WASHINGTON -- President Joe Biden has two seats to fill on the influential appeals court in the nation's capital that regularly feeds judges to the U.S. Supreme Court.
They are among the roughly 10% of federal judgeships that are or will soon be open, giving Biden his first chance to make his mark on the American judiciary.
Barring an improbable expansion of the Supreme Court, Biden won't be able to do anything about the high court's entrenched conservative majority any time soon. Justice Clarence Thomas, at 72, is the oldest of the court's conservatives, and the three appointees of former President Donald Trump, ranging from 49 to 56, are expected to be on the bench for decades.
Democrats traditionally have not made the judiciary a focus, but that is changing after four years of Trump and the vast changes he made. Biden's appointments are also the only concrete moves he has right now to affect the judiciary at large, though there is talk about expanding the number of judges on lower courts.
The nearly 90 seats that Biden can fill, which give their occupants life tenure after Senate confirmation, are fewer than Trump inherited four years ago. That's because Republicans who controlled the Senate in the final two years of the Obama White House confirmed relatively few judges.
Included in the tally are 10 seats on federal courts of appeals where nearly all appeals, other than the few dozen decided by the Supreme Court each year, come to an end.
One seat is held by Merrick Garland, whose confirmation as attorney general is expected in the coming days. Another longtime judge on the court, David Tatel, has said he is cutting back on his duties, a change that allows Biden to appoint his successor.
Chief Justice John Roberts, Justice Brett Kavanaugh and Thomas were appellate judges at the courthouse at the bottom of Capitol Hill before they joined the high court atop the Hill.
The late Justices Antonin Scalia and Ruth Bader Ginsburg also served on the appeals court, where they first formed their lasting friendship.
Following Scalia's death five years ago, President Barack Obama nominated Garland to the Supreme Court, but Senate Republicans didn't give him a hearing, much less a vote.
When Trump took office in January 2017, he had a high court vacancy to fill. He ended up making three Supreme Court appointments to go along with 54 appellate court picks and 174 trial judges, aided by then-Senate Majority Leader Mitch McConnell's determination to, as he put it, "leave no vacancy behind."
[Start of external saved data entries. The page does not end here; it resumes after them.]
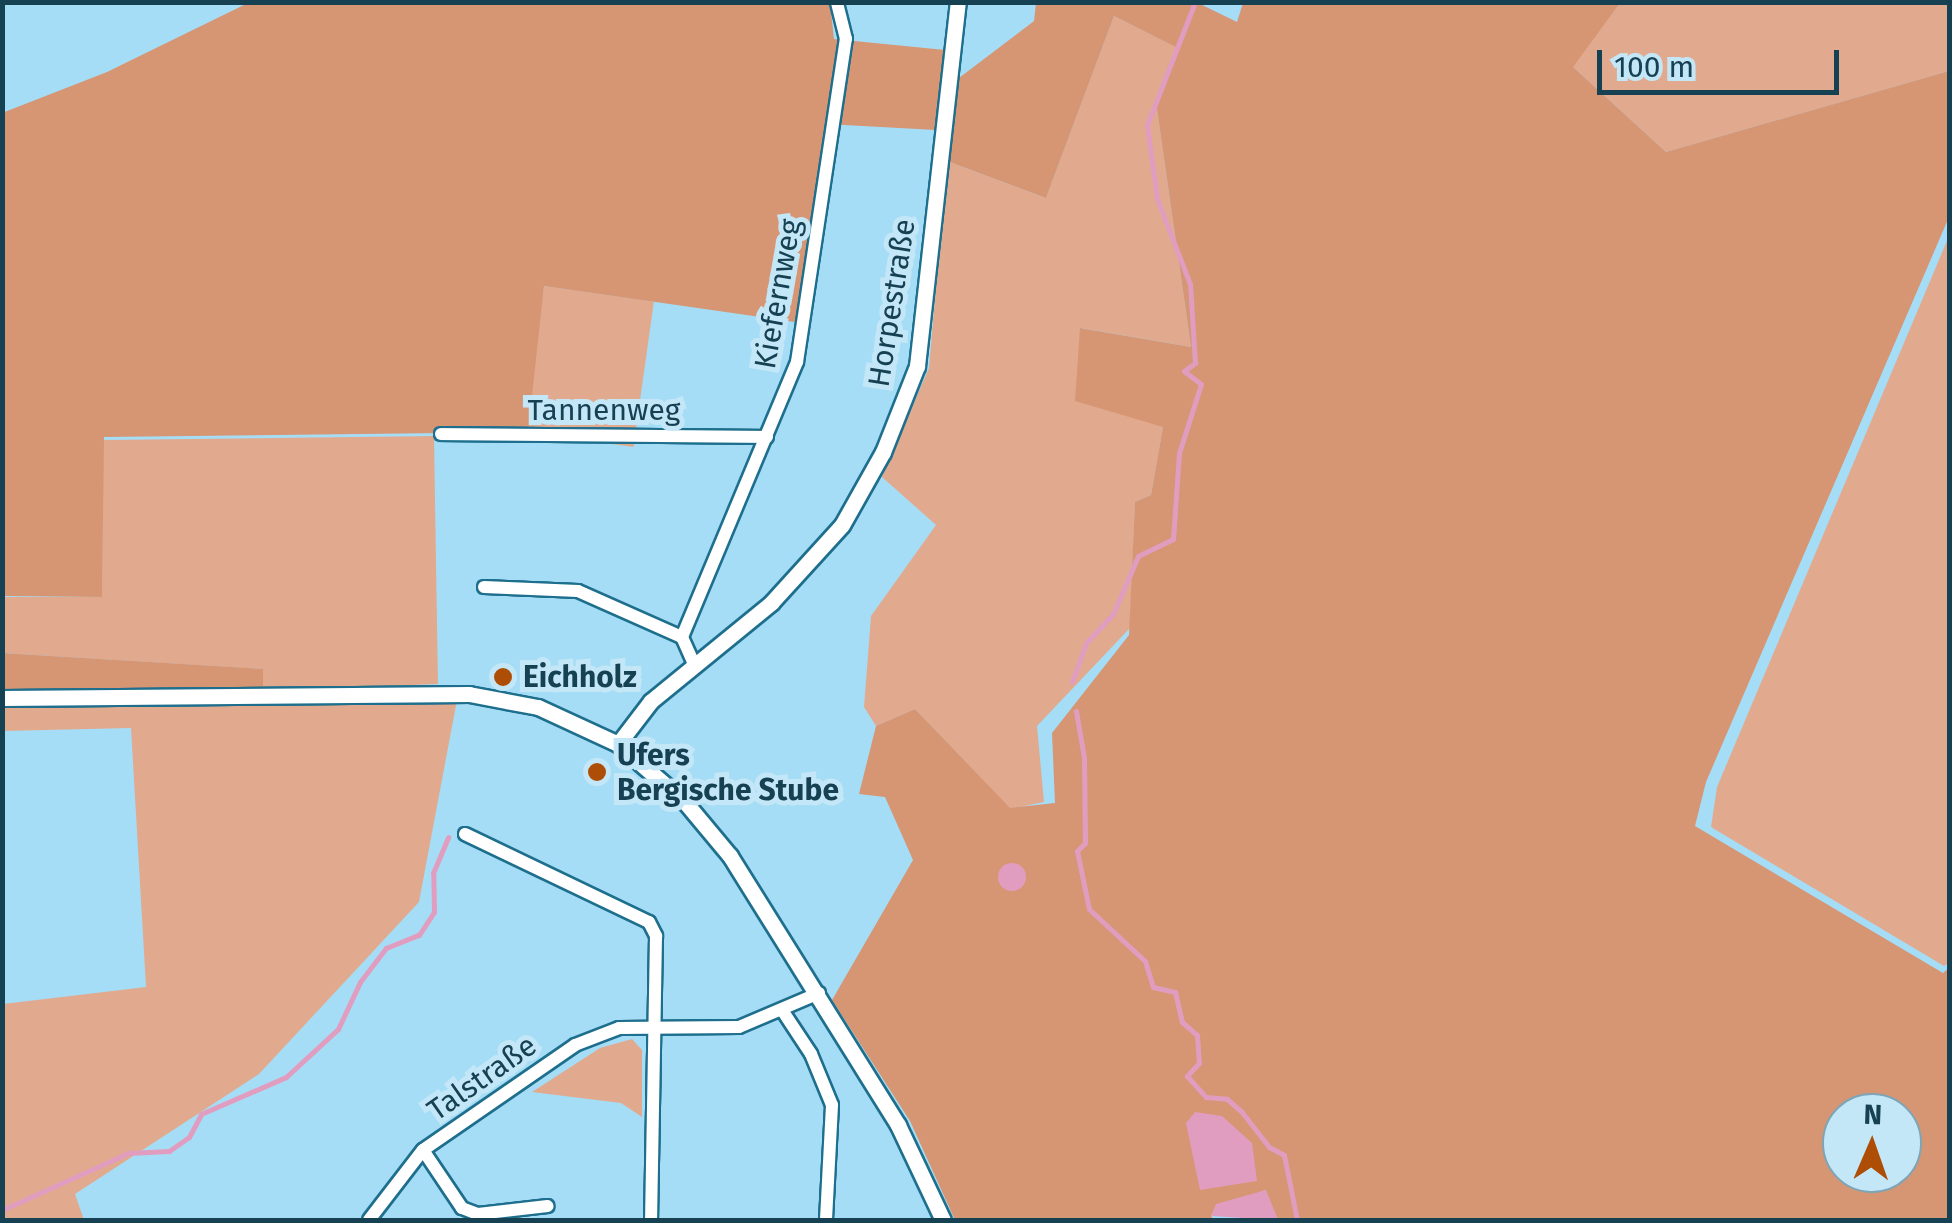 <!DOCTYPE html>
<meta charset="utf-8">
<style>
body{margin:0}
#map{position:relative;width:1952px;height:1223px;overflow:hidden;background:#a6ddf6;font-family:"Fira Sans",sans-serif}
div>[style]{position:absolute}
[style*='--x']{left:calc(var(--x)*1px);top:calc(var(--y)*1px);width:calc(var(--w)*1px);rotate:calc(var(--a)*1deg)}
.green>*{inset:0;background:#e1aa8e;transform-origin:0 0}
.forest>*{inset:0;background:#d69573}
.water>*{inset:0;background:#e19dbf}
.round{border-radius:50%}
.stream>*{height:5px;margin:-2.5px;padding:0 2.5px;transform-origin:2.5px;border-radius:2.5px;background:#e19dbf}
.roads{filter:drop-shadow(2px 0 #1e6f8d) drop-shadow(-2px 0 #1e6f8d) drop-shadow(0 2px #1e6f8d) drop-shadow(0 -2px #1e6f8d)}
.minor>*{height:12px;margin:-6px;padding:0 6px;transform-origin:6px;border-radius:6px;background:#fff}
.tertiary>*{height:15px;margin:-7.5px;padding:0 7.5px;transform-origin:7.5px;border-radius:7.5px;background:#fff}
.dots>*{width:28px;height:28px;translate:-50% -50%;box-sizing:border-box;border:5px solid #c4e7f8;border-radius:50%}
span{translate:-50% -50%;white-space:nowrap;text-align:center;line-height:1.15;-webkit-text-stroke:10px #c4e7f8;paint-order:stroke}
.street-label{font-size:30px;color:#164152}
.poi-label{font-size:30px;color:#164152;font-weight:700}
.left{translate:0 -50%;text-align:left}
.frame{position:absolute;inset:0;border:5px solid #164152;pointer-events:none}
.north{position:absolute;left:1822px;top:1093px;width:100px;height:100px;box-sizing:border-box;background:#c4e7f8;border:2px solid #7ea5b6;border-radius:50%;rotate:2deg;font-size:28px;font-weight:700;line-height:40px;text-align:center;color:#164152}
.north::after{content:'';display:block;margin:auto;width:35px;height:45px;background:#ae4e06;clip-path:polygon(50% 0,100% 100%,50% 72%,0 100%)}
.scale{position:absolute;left:1597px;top:50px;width:242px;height:45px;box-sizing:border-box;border:5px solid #164152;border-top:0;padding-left:12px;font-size:30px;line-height:35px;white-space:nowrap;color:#164152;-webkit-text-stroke:8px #c4e7f8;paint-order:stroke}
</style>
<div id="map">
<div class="green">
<i style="clip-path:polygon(1664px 2px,1949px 3px,1949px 71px,1666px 152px,1572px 66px,1620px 3px)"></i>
<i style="clip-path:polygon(1114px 16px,1179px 48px,1156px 102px,1191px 347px,1081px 328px,1163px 427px,1151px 495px,1135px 502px,1130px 628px,1037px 726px,1044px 802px,1010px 809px,915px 709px,876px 726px,864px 707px,871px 616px,936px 525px,882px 477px,929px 368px,947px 161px,1046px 198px)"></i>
<i style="clip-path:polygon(1949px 236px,1950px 962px,1944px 966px,1711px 827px,1717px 787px)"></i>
<i style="left:544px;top:286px;width:111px;height:147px;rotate:8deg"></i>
<i style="clip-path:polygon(434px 436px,438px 684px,263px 691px,262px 669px,3px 653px,2px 597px,102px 597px,103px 440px)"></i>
<i style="clip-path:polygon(457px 700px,419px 902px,259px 1074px,75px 1194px,84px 1220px,3px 1220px,3px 1004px,146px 987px,131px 728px,3px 731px,2px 705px)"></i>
<i style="clip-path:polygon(632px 1039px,642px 1050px,642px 1117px,621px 1103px,532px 1092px,600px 1048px)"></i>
</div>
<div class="forest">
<i style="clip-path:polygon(248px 3px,830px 3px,834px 39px,945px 50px,936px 130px,826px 124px,802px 323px,544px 286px,528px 432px,104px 437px,102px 597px,3px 596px,2px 113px,107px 72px)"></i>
<i style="clip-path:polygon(evenodd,1036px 3px,1198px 3px,1237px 22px,1243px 3px,1620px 3px,1573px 67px,1666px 152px,1949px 71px,1949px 217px,1706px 782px,1695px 826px,1943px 973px,1949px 968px,1949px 1220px,1278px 1220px,1265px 1190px,1211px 1215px,1213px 1220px,955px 1220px,910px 1121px,832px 1000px,913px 860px,885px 797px,859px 794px,876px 726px,915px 709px,1010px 808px,1055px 803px,1052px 733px,1129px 635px,1135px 502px,1151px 495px,1163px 427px,1075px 401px,1080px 328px,1191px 347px,1156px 102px,1178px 48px,1114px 16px,1046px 198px,947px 161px,955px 81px,1034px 21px,1036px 3px,1842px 1113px,1902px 1113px,1902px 1173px,1842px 1173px,1842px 1113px)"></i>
<i style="clip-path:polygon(2px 653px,263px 669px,263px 691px,3px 689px)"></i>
</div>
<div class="water">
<i class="round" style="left:998px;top:863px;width:28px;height:28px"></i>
<i style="clip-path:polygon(1195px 1112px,1222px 1116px,1252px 1143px,1257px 1181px,1200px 1190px,1186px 1123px)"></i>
<i style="clip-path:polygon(1266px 1190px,1278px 1220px,1211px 1216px,1216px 1204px)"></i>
</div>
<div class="stream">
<i style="--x:1072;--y:682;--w:41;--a:-70.3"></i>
<i style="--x:1086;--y:643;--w:40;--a:-47"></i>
<i style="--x:1113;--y:614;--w:63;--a:-66.7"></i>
<i style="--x:1138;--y:556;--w:39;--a:-26"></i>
<i style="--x:1173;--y:539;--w:86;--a:-86"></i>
<i style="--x:1179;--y:453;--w:72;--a:-72.3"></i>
<i style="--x:1201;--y:384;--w:21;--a:-143"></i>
<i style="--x:1184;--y:371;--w:14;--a:-36"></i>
<i style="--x:1195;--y:363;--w:79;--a:-93.6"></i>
<i style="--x:1190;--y:284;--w:91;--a:-111.2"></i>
<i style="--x:1157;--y:199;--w:75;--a:-97.7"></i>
<i style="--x:1147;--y:125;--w:132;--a:-68.7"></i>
<i style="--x:1076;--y:711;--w:48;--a:80.3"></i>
<i style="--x:1084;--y:758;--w:85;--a:89.3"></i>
<i style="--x:1085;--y:843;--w:11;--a:135"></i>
<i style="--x:1077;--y:851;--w:59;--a:78.3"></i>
<i style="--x:1089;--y:909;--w:76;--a:42.9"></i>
<i style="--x:1145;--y:961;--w:27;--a:73"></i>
<i style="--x:1153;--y:987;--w:23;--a:13"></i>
<i style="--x:1175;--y:992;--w:31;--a:77"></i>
<i style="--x:1182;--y:1022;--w:20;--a:41"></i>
<i style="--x:1197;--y:1035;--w:28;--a:86"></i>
<i style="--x:1199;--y:1063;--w:18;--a:133"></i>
<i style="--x:1187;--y:1076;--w:28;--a:48"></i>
<i style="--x:1206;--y:1097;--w:21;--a:5"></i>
<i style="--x:1227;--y:1099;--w:18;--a:41"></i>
<i style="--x:1241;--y:1111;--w:46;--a:52.1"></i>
<i style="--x:1269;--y:1147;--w:17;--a:28"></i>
<i style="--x:1284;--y:1155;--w:66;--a:78.7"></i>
<i style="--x:2;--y:1210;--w:138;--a:-24.3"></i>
<i style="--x:128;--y:1153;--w:41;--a:-2.8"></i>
<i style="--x:169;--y:1151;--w:24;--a:-35"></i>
<i style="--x:189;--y:1137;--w:26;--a:-62"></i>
<i style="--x:201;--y:1114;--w:93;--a:-23.5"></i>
<i style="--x:286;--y:1077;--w:71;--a:-42.7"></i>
<i style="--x:338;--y:1029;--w:52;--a:-64.9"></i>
<i style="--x:360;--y:982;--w:43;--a:-52.6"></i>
<i style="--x:386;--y:948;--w:35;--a:-22"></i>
<i style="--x:419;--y:935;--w:27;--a:-57"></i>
<i style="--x:434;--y:912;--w:39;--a:-91"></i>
<i style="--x:433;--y:873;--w:39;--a:-67"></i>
</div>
<div class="roads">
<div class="minor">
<i style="--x:441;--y:434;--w:326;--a:0.5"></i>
<i style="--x:484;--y:587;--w:94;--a:2.4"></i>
<i style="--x:578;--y:591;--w:114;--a:23.9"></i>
<i style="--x:694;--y:664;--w:30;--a:-114"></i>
<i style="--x:682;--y:637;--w:298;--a:-67.3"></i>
<i style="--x:797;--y:362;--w:327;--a:-81.4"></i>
<i style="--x:846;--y:39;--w:38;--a:-104"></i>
<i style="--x:465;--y:834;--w:204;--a:25.6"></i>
<i style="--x:649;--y:922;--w:16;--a:63"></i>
<i style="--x:656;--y:936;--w:284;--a:91"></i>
<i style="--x:784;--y:1013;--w:49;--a:56.6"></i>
<i style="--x:811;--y:1054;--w:55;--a:67.6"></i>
<i style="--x:832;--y:1105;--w:115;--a:93"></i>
<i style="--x:423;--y:1150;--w:70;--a:56.1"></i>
<i style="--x:462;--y:1208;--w:17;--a:21"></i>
<i style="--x:478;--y:1214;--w:70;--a:-6.5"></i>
<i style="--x:369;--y:1220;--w:88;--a:-52.4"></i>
<i style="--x:423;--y:1150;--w:185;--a:-34.6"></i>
<i style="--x:575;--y:1045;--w:47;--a:-21.1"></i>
<i style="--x:619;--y:1028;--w:120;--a:-0.5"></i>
<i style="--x:739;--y:1027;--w:87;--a:-23"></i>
</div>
<div class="tertiary">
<i style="--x:2;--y:698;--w:467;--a:-0.5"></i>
<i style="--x:469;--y:694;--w:70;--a:10.7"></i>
<i style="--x:538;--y:707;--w:88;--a:24.8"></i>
<i style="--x:618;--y:744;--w:89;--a:40.9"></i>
<i style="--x:685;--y:802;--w:70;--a:50.2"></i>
<i style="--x:730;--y:856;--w:317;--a:58"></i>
<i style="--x:898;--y:1125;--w:105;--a:64.7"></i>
<i style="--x:618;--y:744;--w:54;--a:-52.5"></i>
<i style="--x:651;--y:701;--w:155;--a:-39.2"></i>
<i style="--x:771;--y:603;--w:105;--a:-47.7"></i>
<i style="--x:842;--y:525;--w:84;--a:-60.7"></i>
<i style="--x:883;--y:452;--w:92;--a:-68.4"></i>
<i style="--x:917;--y:366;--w:366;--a:-83.6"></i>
</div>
</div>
<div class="dots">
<i style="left:503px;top:677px;background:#ae4e06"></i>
<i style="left:597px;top:772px;background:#ae4e06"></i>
</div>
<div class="street-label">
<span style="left:778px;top:294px;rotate:-80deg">Kiefernweg</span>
<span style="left:892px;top:303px;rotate:-81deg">Horpestraße</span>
<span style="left:604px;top:410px">Tannenweg</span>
<span style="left:482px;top:1078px;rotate:-35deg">Talstraße</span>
</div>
<div class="poi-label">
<span class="left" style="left:523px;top:677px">Eichholz</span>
<span class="left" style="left:617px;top:772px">Ufers<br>Bergische Stube</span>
</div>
<div class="frame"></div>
<div class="north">N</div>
<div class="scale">100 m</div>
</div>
Democrats and their progressive allies say they've learned a lesson or two from the Republicans, and intend to make judicial nominations a greater focus than in past Democratic administrations.
"It's an exceptional situation where you have a president and the people around him ... who really see this as a high priority," said former Sen. Russ Feingold, the Wisconsin Democrat who served in the Senate with Biden for 16 years. Feingold now is president of the American Constitution Society.
Biden already has pledged to name a Black woman to the Supreme Court if a seat opens up. Justice Stephen Breyer, 82, is the oldest member of the court and could retire, but he has not announced any plans.
Democrats are in search of several kinds of diversity after the Trump years, in which more than 75% of judicial nominees were men and 85 percent were white.
In addition to race and gender, liberal groups are pushing for diversity of experience so that public defenders and public interest lawyers are considered along with lawyers from big law firms and prosecutors who have predominated in recent administrations.
"Our view is we would like to see them prioritize experiential diversity, which would be new and different from the two previous Democratic administrations," said Nan Aron, president of the liberal Alliance for Justice.